Why would I want to read that book? If I like Batman, why would I read a story from a writer who clearly doesn’t? If I don’t like Batman, OK, maybe I read it so I have a writer who agrees with me, but that doesn’t seem fun.

Will: I edited “humour” into “humor” for spite. SPEAK AMERICAN, GARTH. I think any enjoyment I’m going to get out of this will have to come from ignoring the Batman parts and focusing exclusively on the Rogues Gallery getting mauled into squishy, fleshy bits, which brings me back to Crossed. Like, this book is going to look great, and it might be fun in spots, but I don’t think this will be good in any objective sense.

Matt: Yes, Liam Sharp is at the top of his game. This has an almost Simon Bisley-esque quality to it: all exaggerated bodies and weird angles, while still being absolutely recognizable as Liam Sharp.

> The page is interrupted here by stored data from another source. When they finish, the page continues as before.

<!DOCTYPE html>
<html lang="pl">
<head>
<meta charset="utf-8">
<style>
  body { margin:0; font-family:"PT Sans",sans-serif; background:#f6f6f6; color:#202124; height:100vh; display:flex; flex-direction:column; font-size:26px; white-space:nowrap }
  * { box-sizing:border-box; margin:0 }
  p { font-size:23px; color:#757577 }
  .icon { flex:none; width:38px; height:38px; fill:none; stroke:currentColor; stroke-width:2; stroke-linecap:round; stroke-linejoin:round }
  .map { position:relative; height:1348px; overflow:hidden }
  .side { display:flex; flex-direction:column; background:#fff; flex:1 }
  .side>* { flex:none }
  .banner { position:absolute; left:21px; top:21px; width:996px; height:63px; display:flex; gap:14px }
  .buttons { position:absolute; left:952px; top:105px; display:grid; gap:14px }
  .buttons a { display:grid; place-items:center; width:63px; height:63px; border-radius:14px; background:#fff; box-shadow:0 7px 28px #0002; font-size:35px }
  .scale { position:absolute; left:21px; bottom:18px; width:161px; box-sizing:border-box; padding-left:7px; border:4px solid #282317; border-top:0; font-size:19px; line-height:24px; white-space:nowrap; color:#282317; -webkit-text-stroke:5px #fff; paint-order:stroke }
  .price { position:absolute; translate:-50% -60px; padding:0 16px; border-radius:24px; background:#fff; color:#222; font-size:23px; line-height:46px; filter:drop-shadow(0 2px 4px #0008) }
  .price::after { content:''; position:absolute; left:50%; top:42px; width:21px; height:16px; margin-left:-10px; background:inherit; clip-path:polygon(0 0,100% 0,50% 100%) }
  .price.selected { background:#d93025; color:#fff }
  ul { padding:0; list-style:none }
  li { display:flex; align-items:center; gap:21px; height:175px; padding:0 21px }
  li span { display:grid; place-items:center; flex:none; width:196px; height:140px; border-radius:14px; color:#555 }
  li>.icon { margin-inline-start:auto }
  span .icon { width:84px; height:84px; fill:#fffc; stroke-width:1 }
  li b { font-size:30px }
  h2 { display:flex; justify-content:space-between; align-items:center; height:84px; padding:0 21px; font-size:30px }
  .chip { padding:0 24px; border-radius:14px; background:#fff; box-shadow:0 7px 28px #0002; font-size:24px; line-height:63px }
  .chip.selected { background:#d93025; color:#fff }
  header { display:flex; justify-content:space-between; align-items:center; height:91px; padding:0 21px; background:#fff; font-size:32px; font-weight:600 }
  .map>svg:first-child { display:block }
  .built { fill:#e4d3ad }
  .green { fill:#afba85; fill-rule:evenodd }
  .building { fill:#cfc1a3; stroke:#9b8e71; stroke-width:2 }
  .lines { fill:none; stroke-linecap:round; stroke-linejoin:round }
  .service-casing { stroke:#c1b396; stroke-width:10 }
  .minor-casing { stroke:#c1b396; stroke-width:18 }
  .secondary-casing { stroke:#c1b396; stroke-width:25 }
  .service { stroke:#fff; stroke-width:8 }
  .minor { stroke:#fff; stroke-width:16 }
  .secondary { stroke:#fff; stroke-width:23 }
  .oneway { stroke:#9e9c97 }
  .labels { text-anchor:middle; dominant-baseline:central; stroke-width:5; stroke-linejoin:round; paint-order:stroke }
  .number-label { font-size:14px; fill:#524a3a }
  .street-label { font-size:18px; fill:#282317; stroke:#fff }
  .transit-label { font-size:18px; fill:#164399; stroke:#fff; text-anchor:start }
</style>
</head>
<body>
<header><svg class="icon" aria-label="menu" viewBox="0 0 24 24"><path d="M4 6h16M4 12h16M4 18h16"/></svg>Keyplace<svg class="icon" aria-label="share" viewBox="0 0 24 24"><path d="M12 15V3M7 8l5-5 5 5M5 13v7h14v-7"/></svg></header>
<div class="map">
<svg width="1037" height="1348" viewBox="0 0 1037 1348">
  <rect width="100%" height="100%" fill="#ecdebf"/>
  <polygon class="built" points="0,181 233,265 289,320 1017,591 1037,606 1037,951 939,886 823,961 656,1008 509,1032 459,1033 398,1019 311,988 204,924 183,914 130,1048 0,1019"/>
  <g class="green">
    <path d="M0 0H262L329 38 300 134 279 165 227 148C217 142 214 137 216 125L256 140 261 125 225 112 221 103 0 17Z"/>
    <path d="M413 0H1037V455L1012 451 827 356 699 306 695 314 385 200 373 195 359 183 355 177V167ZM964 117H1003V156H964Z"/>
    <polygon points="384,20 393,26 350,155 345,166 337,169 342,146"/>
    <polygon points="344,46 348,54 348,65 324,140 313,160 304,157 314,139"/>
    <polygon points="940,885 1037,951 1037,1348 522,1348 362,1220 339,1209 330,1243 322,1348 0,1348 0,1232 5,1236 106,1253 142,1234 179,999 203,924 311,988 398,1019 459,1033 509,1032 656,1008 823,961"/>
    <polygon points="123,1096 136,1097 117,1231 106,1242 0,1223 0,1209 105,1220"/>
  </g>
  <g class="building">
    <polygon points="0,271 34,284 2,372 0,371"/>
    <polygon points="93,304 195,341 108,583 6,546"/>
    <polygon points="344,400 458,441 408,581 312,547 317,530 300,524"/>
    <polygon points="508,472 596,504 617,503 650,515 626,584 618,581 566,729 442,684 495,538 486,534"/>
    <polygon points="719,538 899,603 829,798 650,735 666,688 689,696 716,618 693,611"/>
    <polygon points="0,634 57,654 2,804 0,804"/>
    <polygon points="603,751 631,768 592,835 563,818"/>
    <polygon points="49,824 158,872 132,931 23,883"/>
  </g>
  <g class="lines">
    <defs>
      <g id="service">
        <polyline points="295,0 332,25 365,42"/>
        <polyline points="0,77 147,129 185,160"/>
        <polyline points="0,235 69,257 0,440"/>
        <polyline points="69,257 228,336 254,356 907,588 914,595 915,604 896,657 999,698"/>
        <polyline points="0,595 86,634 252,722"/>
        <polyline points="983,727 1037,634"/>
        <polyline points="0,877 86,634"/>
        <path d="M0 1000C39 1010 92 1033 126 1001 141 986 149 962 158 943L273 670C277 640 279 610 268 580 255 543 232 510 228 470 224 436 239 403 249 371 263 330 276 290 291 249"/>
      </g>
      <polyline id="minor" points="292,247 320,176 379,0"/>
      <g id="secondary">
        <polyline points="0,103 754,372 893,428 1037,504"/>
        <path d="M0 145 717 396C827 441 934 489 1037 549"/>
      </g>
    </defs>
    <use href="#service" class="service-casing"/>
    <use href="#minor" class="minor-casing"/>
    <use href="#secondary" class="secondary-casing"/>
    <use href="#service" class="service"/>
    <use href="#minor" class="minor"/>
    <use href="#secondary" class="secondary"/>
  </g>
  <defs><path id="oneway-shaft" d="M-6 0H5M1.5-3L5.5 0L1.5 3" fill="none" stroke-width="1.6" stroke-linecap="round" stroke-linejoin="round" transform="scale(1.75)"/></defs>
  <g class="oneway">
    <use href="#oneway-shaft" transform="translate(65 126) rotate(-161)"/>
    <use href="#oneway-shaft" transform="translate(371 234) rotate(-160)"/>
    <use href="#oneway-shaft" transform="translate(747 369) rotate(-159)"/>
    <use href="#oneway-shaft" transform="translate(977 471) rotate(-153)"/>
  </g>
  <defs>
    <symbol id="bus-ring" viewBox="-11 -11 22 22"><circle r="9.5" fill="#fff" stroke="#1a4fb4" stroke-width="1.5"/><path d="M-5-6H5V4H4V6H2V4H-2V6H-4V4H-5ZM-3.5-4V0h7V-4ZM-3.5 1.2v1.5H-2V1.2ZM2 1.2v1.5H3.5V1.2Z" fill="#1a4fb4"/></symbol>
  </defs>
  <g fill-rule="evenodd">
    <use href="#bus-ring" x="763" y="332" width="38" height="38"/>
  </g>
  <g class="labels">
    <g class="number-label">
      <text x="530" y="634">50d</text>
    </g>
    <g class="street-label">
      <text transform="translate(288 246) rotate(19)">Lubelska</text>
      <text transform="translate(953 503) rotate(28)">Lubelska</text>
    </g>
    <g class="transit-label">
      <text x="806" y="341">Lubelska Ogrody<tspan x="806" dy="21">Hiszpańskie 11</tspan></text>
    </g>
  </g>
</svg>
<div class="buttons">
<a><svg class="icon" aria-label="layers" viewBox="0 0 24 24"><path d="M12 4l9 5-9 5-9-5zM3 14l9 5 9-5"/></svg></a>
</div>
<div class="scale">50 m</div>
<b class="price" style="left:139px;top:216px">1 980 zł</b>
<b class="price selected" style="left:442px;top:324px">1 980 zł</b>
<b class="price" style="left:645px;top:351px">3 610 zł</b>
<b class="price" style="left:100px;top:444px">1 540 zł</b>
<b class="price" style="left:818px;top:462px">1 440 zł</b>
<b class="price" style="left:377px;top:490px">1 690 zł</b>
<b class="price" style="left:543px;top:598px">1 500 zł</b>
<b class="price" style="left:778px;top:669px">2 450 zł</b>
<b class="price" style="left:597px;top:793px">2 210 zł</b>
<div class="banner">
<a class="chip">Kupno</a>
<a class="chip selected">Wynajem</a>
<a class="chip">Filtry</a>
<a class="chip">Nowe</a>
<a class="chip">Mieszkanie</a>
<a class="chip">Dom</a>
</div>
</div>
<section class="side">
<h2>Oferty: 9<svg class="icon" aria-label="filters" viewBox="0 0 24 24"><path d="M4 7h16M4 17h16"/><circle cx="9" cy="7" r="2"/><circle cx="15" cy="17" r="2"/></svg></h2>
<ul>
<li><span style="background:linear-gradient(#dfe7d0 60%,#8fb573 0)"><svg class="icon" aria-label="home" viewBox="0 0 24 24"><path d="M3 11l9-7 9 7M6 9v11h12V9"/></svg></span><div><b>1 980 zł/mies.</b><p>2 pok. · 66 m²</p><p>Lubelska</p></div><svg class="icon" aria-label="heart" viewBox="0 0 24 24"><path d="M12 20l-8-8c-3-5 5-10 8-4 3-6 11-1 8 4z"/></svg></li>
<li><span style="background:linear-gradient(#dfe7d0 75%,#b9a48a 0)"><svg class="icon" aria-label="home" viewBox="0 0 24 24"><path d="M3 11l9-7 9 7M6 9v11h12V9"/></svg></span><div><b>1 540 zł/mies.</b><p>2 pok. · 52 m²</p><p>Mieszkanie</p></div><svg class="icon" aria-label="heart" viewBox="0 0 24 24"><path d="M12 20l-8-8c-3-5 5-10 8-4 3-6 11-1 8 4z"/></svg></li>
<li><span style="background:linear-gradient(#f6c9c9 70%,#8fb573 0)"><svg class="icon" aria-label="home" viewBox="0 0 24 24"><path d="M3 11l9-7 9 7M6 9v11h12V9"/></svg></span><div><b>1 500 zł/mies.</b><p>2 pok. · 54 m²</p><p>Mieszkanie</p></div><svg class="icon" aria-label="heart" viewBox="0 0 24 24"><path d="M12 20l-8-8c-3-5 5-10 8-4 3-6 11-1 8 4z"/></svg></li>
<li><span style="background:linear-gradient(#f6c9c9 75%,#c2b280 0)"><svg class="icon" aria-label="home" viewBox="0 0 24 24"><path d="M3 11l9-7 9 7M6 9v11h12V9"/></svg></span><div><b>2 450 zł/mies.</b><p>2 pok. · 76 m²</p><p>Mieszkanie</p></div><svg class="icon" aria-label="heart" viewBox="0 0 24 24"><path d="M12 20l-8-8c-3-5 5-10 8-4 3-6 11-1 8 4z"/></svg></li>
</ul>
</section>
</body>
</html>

Will: Good enough to make a man wish the script was better.

Bat-miscellany

  • Meghan Fitzmartin writes the Penguin backup this week. I really enjoyed the first part of her Tim Drake serial in Urban Legends, and I liked the way she wrote the Batgirls in this issue. Maybe let her do a longer story featuring these characters. I’d be all for it.
  • Note from DC editorial: Matt, you know girls can’t write Batman.
  • Note to DC: *sigh*
  • Note from DC: You got Mariko Tamaki. Be happy with that.

Matt Lazorwitz read his first comic at the age of five. It was Who's Who in the DC Universe #2, featuring characters whose names begin with B, which explains so much about his Batman obsession. He writes about comics he loves, and co-hosts the creator interview podcast WMQ&A with Dan Grote.